Going forward, Yin says the focus is on the Genting Singapore’s bid for an Integrated Resort license in Yokohama.

As one of the two remaining candidates for the project, the management is confident of winning the bid, which will be announced in October.

However, analysts from RHB’s Singapore Research reckons that this dependent on the outcome of the Yokohama mayoral election which is slated to take place on Aug 22.

The group “stands a good chance of being selected as the private-sector partner to apply for the IR rights from central authorities (from Oct 2021 to Apr 2022)” should a pro-IR mayor be elected, the analysts write in an Aug 13 note.

Meanwhile, DBS’ Sum reckon that that group will benefit from the pent-up demand from locals as well as revenge spending when tourists return.

MKE’s Yin estimates that RWS’ 1HFY21 VIP volume and mass gross gaming revenue were flat h-o-h at $4.2 billion and $485 million respectively. This was despite a reduction in its operating capacity from 65% to 50% on May 4 and then to 25% on May 16.

Even so, revenue from the gaming segment in 1HFY21, was down 49% compared to that recorded in 1HFY19 when the local crowd constituted 20% of overall attendance.

“After an extended period of travel deprivation, we believe that tourists will unleash their pent-up demand when they finally start travelling again,” DBS’ Sum adds.
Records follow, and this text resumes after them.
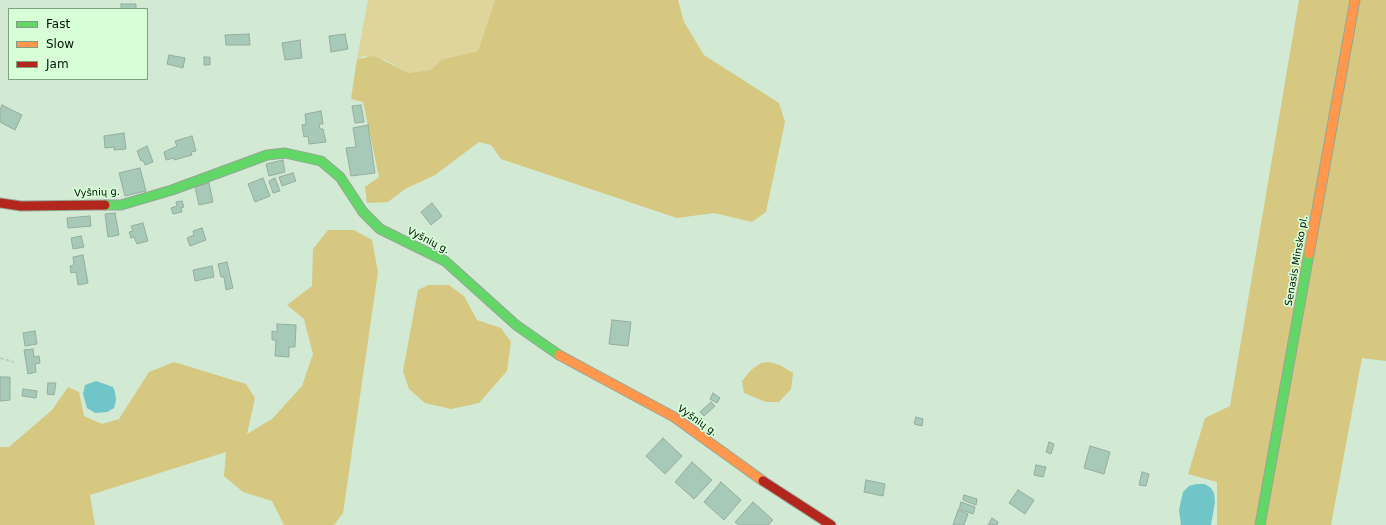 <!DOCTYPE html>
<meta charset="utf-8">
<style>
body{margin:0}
#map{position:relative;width:1386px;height:525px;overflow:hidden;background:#d2e9d3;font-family:"DejaVu Sans",sans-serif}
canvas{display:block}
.legend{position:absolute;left:8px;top:8px;width:140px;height:72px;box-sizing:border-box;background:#d6ffd8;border:1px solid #829f84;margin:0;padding:5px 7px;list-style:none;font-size:12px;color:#041005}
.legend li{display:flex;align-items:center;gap:8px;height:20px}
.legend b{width:20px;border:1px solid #829f84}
</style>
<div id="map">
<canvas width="1386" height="525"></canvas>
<ul class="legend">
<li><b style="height:5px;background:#63d668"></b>Fast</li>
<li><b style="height:5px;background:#ff974d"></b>Slow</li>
<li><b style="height:5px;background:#b3261e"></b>Jam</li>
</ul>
</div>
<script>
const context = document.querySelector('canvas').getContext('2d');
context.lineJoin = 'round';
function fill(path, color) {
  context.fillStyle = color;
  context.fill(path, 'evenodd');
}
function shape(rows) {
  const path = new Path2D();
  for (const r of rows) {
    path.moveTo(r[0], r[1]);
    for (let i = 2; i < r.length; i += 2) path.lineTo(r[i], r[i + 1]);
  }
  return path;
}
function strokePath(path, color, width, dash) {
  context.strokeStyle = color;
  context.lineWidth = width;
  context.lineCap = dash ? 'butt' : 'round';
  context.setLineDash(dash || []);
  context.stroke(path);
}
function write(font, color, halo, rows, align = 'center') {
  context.font = font + ' "DejaVu Sans",sans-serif';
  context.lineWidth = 3.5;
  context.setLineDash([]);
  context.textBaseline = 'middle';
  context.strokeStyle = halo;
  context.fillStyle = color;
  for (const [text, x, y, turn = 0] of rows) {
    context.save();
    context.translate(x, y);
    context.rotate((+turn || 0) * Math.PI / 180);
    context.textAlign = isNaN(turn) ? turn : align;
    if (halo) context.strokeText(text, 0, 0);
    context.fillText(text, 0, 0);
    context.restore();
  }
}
fill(shape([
 [368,0,495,0,478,51,443,59,430,70,409,73,385,60,363,56,357,59]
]), '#dfd59b');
fill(shape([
 [495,0,678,0,684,22,704,55,779,103,785,122,766,212,752,222,714,213,677,218,501,159,491,145,479,142,435,175,405,189,388,202,367,203,365,187,379,177,363,102,351,99,357,59,374,56,409,73,430,70,443,59,478,51],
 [1299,0,1386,0,1386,361,1362,358,1331,525,1217,525,1217,482,1188,474,1205,418,1230,406],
 [328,230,354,230,372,240,378,272,343,513,334,525,284,525,272,501,243,492,224,476,226,452,90,495,95,525,0,525,0,447,9,447,52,410,68,387,79,392,84,416,102,424,119,419,149,372,174,362,246,384,255,398,247,434,272,419,302,386,313,354,304,319,287,305,312,286,313,249],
 [428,285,449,285,464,296,477,320,501,328,511,342,507,371,479,403,451,409,425,403,409,389,403,371,418,290],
 [769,362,780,365,793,373,791,389,779,402,766,402,744,393,742,381,751,370,761,363]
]), '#d6c881');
fill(shape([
 [96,381,113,387,115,392,116,400,114,408,107,412,95,413,87,408,83,394,85,385],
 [1196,484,1205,484,1211,488,1214,493,1215,502,1211,525,1181,525,1179,510,1183,492,1189,486]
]), '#6fc5c8');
const building = shape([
 [121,4,136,4,136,9,121,9,121,4],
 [249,34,250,45,226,45,225,35,249,34],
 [345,34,348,49,331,52,329,36,345,34],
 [300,40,302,58,285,60,282,43,300,40],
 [169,55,185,58,183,68,167,64,169,55],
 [204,57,210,57,210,65,204,65,204,57],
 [2,105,22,115,15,130,0,122,0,110,2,105],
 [361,105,364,122,355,123,352,106,361,105],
 [321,111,323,124,319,124,320,129,323,129,326,142,309,144,308,136,304,137,302,125,306,124,305,114,321,111],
 [368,125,375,173,351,176,346,148,356,147,353,128,368,125],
 [124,133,126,149,114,150,114,147,105,148,104,136,124,133],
 [192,136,196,151,191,152,192,155,174,160,174,158,166,160,164,152,177,146,175,141,192,136],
 [147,146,153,162,145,165,143,160,141,161,137,151,147,146],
 [283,160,285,172,269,176,266,164,283,160],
 [140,168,146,191,125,196,119,173,140,168],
 [293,173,296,181,282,186,279,177,293,173],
 [263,178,270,196,255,202,248,184,263,178],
 [275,178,280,191,273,193,269,181,275,178],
 [209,183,213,202,199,205,195,187,209,183],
 [182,201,184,207,181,208,182,212,173,214,171,208,177,206,176,202,182,201],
 [432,203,442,216,431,225,421,212,432,203],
 [115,213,119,235,108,237,105,214,115,213],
 [90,216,91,226,68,228,67,218,90,216],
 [143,223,148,241,137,244,134,237,131,238,129,232,133,231,131,226,143,223],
 [202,228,206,240,190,246,187,238,194,235,193,231,202,228],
 [81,236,84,247,73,249,71,238,81,236],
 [83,255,88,283,78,285,76,272,71,273,70,266,74,265,73,257,83,255],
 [227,262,233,288,226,290,224,277,221,277,218,264,227,262],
 [212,266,214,277,195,281,193,270,212,266],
 [612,320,631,322,628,346,609,344,612,320],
 [277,324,296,325,295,347,289,347,289,357,275,356,276,340,272,340,272,331,277,332,277,324],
 [35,331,37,344,25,346,23,333,35,331],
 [33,349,34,357,39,356,40,363,35,364,36,372,28,374,24,350,33,349],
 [0,377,10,377,10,400,0,401,0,377],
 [48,383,56,383,54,395,47,394,48,383],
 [23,389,37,391,36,398,22,396,23,389],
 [713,393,720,398,717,403,710,399,713,393],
 [711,402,715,406,704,416,700,412,711,402],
 [916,417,923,419,922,426,914,424,916,417],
 [663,438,682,456,665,474,646,456,663,438],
 [1049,442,1054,444,1051,454,1046,452,1049,442],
 [1090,446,1110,452,1104,474,1084,468,1090,446],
 [692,462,712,480,694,499,675,482,692,462],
 [1036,465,1046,467,1043,477,1034,475,1036,465],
 [1142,472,1149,474,1146,486,1139,485,1142,472],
 [866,480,885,484,883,496,864,492,866,480],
 [721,482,741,500,724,520,704,502,721,482],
 [1018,490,1034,500,1025,514,1009,503,1018,490],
 [964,495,977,499,976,505,963,500,964,495],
 [753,502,773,520,768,525,739,525,735,522,753,502],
 [961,502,975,507,973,514,959,509,961,502],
 [958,510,968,514,964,525,953,525,958,510],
 [992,518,998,522,997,525,988,525,992,518]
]);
fill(building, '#a6cab7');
strokePath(building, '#97ac9e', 1);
const fast = shape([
 [105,205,121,205,172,190,267,155,285,153,321,161,340,177,363,212,380,229,445,261,516,325,559,355],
 [1260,525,1309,254]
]);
const slow = shape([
 [1309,254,1355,0],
 [559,355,674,417,763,481]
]);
const jam = shape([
 [0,203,21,206,105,205],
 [763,481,831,525]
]);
strokePath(fast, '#95a696', 11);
strokePath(slow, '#95a696', 11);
strokePath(jam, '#95a696', 11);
strokePath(shape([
 [0,358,14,362]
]), '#c4cbc5', 2, [4, 2]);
strokePath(fast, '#63d668', 9);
strokePath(slow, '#ff974d', 9);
strokePath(jam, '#b3261e', 9);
write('10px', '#041005', '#d6ffd8', [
 ["Vyšnių g.",97,193,-2],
 ["Vyšnių g.",428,241,27],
 ["Senasis Minsko pl.",1297,261,-80],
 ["Vyšnių g.",697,421,35]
]);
</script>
Meanwhile the analysts from DBS, RHB and MKE are expecting inbound tourism to resume towards the end of the year, in line with the rising vaccination rates. This would translate to higher participation at the group’s Integrated Resorts.

In line with this, the group will have a rise in its operating capacity limit to 50% on Aug 19.

To this end, Sum expects the mass gaming segment to normalise at a faster pace than the VIP division due to the protracted absence of Chinese VIP punters, whom they estimate accounted for around 50% of rolling chip volumes prior to the pandemic.

This prediction comes as the segment’s volume was down 7.6% in 1HFY21, compared to 1HFY19.

“Assuming that the Covid-19 pandemic does not deteriorate in Singapore, we expect Genting Singapore’s earnings outlook for 2HFY21 to be stable h-o-h,” says MKE’s Yin.

“There may even be upside to 4Q21 earnings as Singapore is scheduled to gradually reopen its borders by then after reaching herd immunity,” he adds.

Aside from welcoming more guests, the group is hopeful of commencing the construction of its RWS2.0 sometime in 2022.

While payment for the acquired land was made in 1HFY21, the completion of the project will likely extend to at least 2026.

DBS’ Sum, MKE’s Yin, RHB’s analysts and OCBC Investment Research analyst Chu Peng all have ‘buy’ calls on Genting Singapore.

Sum’s $1 target price is expected to give the group a 25% upside while Yin’s $1.16 call is slated to give a 47% upside.

Chu has penciled a fair value of 94 cents on the counter, thus giving it a 47% free float.

For more stories about where the money flows, click here for our Capital section

Meanwhile, RHB analysts’ – who just upgraded their call from ‘hold’ to ‘buy’ have a 92-cent target price. This is expected to give the counter a 15% upside.

“The share price weakness in the past two months has prompted us to upgrade our recommendation to buy,” the analysts explain.

“We believe the earnings have found a new base, and the current valuation of 6.7x FY22F EV/EBITDA (-0.5SD) vs the regional peer average of 11x is an attractive proposition for investors to position for a strong FY22 earnings recovery, as more countries reach higher vaccination rates,” they add.

Shares in Genting Singapore closed flat at 80 cents on Aug 13.